Tomi Ungerer fills his stories with the usual ogres, orphans, and robbers of fairy tales, but his humanity always breaks through.
Effective terror, like effective lies, relies on the commingling of the known and unknown. For children, who scramble to build a structurally sound edifice of interpretative knowledge with an ever-changing stack of facts, virtually everything falls into these shadowlands.
Authors of children’s tales from Grimm and Perrault on are well aware of this. Within the canon of children’s book classics, one sees terror’s bulky form just under the stories’ surfaces like a mysterious lump under the covers. In Maurice Sendak’s universe, wild things, besotted, turn captors. Max, their king, becomes their prisoner. Roald Dahl’s “witching hour” has kept more children from falling into slumber than any amount of candy and cartoons. In one of William Steig’s most famous books, a small mouse named Amos, stranded in the middle of the ocean, awaits death. Shel Silverstein’s meditation on Where the Sidewalk Ends would give even Sartre the shivers.
Nightly observation of my own children and my own recollections when I was one tell me that the power of these books is in the resonance between the uncertain and diffusely scary world of the child and the uncertain, diffusely scary world of these stories. Small and effectively powerless against the whims of adults, contested bedtimes notwithstanding, children are buffeted by the currents of a large world they often do not understand. A book without fear is an unbelievable book, sounding a dull note that soon fades.
Among the greatest interpreters of inchoate terror is Tomi Ungerer, the 85-year-old Alsatian illustrator, author, and artist whose work has just been collected and released in fine coffee table form by Phaidon. (Disclosure: Last year Phaidon also published my own children’s book, Can I Eat That?) Though idolized by Sendak and Silverstein, whom he helped get published, Ungerer is likely unknown to most of us. That’s been changing in the last eight years, since Phaidon acquired the English-language rights to his books in 2008, a documentary came out called Far Out Isn’t Far Enough in 2011, and last year New York Drawing Center mounted a well-received exhibition of his work. Nevertheless, no amount of renaissance or belated renown seems like appropriate recompense for a man like Ungerer.
The stories that led to Ungerer’s exile have been so well recounted that they resemble a fairy tale. I first heard about them while shopping at my local children’s bookstore, Bank Street Books. Espying Ungerer’s Adelaide—about the Parisian adventures of a winged kangaroo—under my arm, the perpetually disheveled owner raised his eyebrow conspiratorially. “Do you know about Tomi?” he asked. I answered I didn’t.

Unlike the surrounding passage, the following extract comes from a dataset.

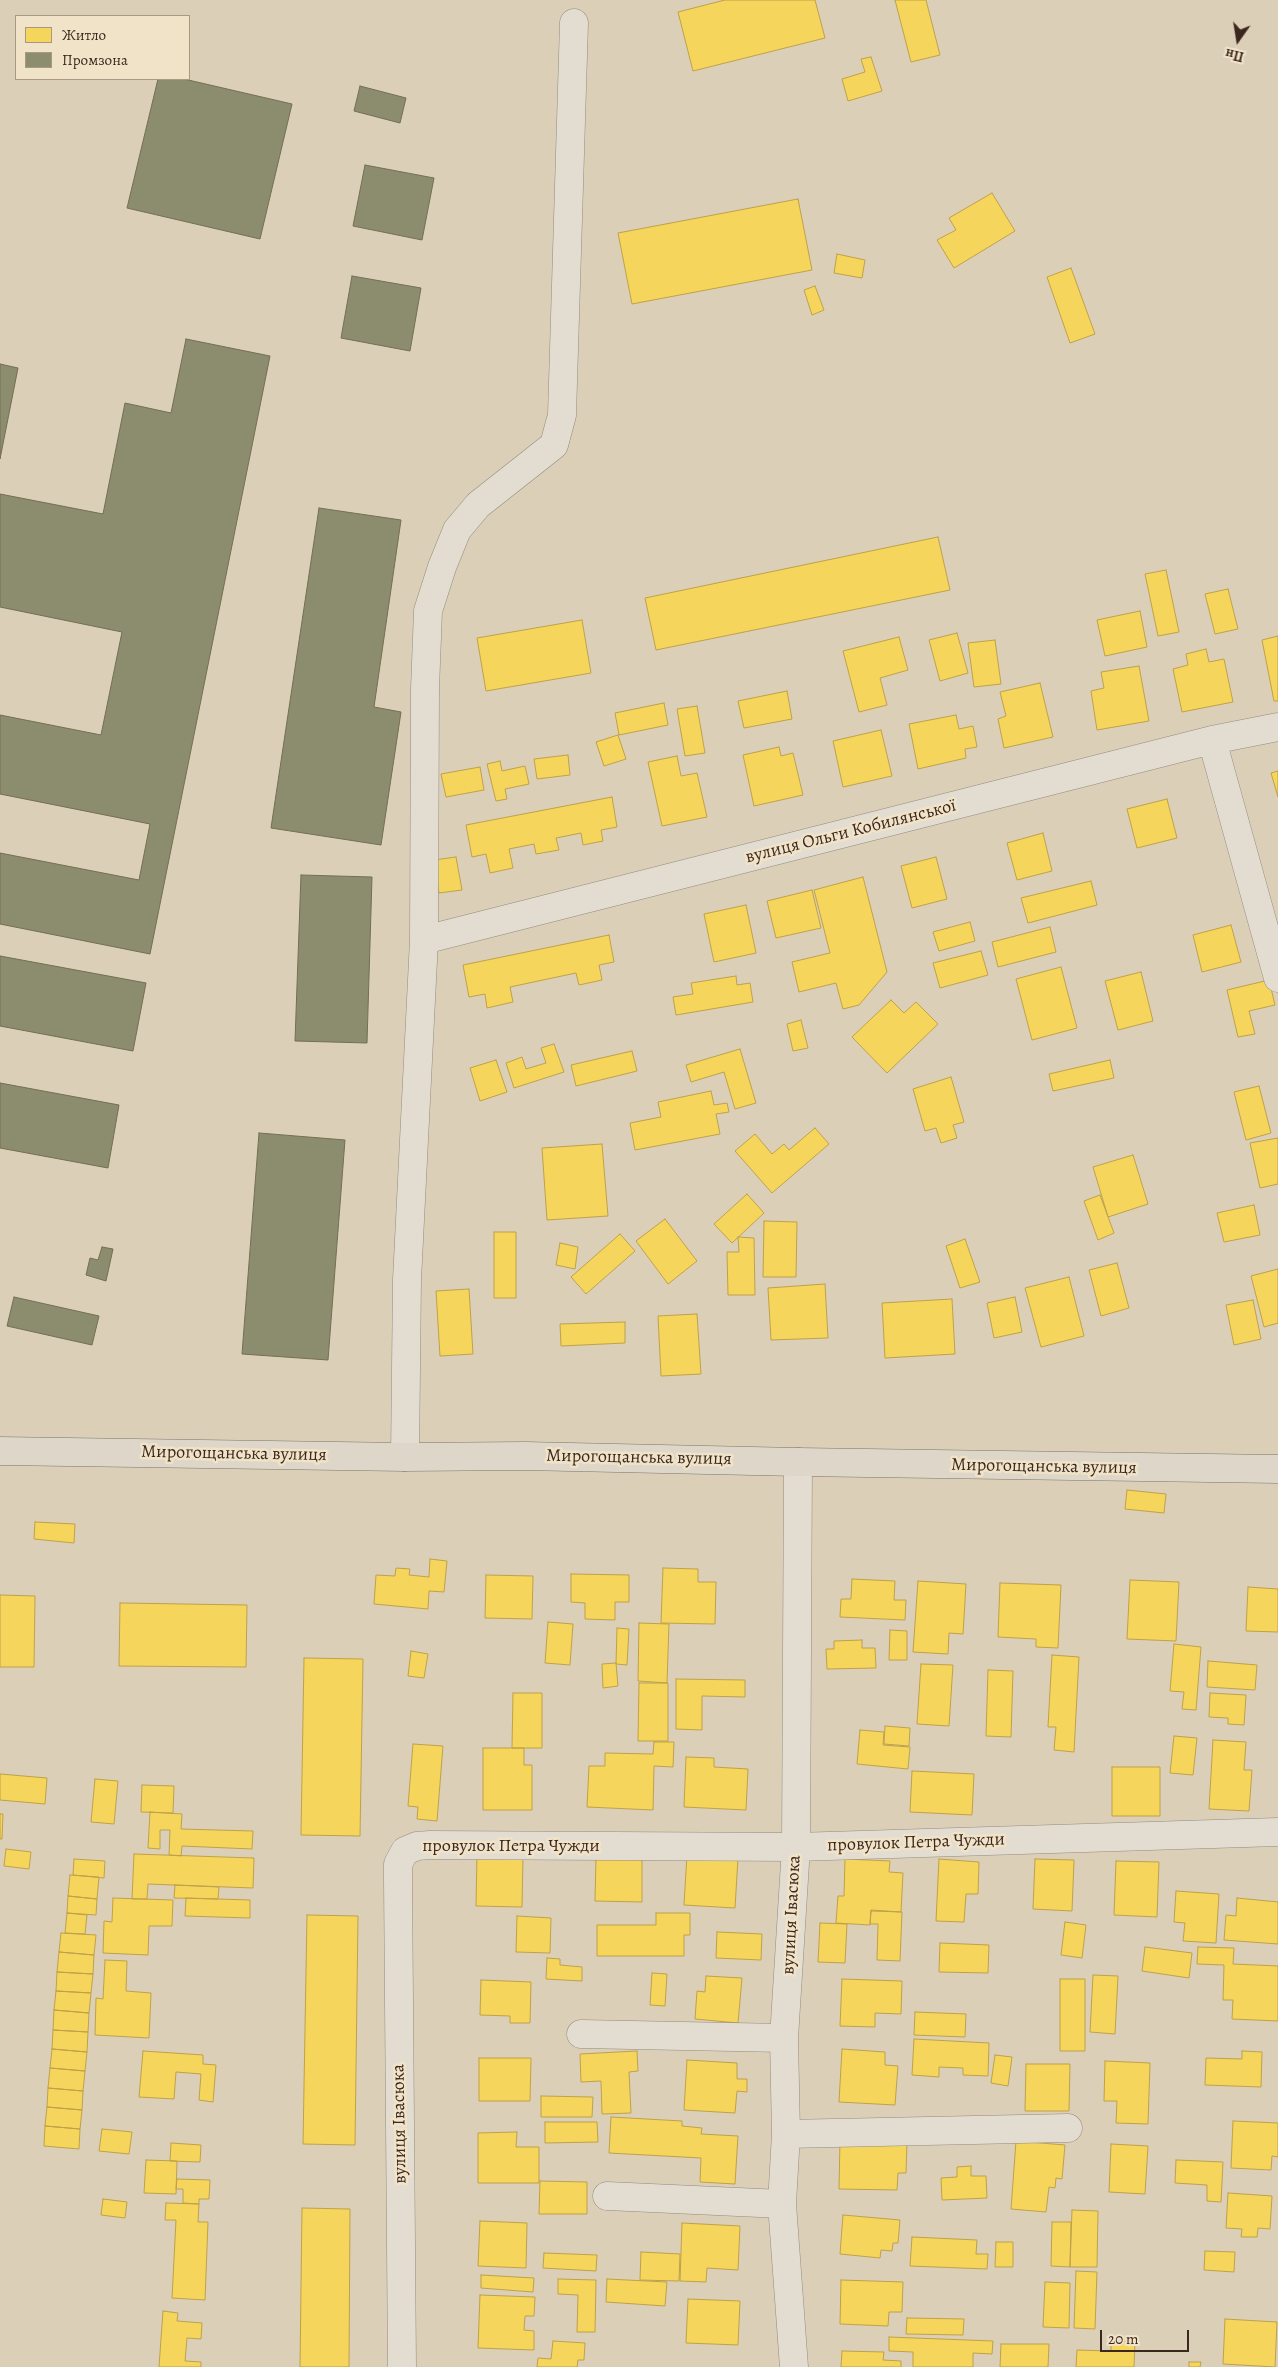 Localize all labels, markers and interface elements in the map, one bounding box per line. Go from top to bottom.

Thus was related the tale of how Ungerer had fallen from the all-important esteem of librarians at the very height of his productivity in 1970 after publishing a book of erotic drawings called Fornicon. Apparently when confronted by the outraged horde of censorious arbiters of children’s literature at an American Library Association conference, Ungerer answered, “If people didn’t fuck, you wouldn’t have any children, and without children you would be out of work!” That didn’t go over well and shortly afterwards Ungerer fled to Europe and there he stayed for much of the last half-century. (Later I obtained a rare copy of Fornicon. It is pretty outré but also brilliant.)
Of the eight books included in Tomi Ungerer: A Treasury of 8 Books, four are available in English for the first time. [Ungerer writes in English, French and German.] For a fan like me and parents of fans, this a boon since well-loved children’s books tend to get read with the constancy of catechism.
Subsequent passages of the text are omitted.